Task objective: Gather all lines with "marker" from the records.

Data for processing:
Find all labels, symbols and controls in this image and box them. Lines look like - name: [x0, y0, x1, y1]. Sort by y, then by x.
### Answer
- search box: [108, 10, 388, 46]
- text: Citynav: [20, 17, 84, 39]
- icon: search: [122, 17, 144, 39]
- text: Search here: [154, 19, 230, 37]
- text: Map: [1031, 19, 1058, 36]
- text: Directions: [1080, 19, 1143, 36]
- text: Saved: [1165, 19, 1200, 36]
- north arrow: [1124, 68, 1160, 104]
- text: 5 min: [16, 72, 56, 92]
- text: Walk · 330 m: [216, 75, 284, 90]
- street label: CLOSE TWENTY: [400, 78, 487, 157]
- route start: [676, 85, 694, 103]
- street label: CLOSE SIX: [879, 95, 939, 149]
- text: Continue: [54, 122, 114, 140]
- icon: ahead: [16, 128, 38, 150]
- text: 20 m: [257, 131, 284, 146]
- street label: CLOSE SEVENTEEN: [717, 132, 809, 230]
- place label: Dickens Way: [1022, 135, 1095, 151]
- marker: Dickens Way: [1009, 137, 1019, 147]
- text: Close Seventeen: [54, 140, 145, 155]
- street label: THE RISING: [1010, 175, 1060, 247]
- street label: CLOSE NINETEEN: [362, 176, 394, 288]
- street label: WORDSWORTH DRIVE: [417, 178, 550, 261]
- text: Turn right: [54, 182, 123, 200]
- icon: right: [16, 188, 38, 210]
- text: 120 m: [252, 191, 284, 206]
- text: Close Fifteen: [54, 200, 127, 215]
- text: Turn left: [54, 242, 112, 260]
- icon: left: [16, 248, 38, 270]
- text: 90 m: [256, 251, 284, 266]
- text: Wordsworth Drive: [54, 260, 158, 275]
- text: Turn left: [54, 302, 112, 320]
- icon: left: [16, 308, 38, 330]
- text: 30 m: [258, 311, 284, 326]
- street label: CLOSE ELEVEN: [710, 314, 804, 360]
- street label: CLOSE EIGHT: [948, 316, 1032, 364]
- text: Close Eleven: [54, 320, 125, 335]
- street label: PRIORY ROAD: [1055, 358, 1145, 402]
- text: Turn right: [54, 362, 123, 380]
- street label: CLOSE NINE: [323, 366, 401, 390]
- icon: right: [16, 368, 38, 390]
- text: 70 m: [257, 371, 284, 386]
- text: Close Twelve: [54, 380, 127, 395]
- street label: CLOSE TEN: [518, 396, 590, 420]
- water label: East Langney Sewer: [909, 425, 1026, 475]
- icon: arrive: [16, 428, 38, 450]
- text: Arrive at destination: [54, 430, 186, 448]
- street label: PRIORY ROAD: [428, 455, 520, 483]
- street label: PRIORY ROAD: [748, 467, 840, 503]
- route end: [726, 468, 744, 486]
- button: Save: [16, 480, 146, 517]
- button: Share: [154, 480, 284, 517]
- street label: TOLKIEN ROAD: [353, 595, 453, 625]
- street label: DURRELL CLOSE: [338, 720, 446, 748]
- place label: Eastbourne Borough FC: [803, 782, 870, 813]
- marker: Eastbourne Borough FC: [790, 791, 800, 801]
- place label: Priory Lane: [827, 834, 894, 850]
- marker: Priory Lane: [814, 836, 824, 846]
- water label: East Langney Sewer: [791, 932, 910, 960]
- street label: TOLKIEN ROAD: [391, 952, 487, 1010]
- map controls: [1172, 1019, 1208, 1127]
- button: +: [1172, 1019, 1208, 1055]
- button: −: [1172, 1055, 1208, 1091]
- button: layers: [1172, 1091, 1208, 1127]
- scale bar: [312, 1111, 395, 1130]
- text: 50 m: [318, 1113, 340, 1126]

Answer area:
- marker: Dickens Way: [1009, 137, 1019, 147]
- marker: Eastbourne Borough FC: [790, 791, 800, 801]
- marker: Priory Lane: [814, 836, 824, 846]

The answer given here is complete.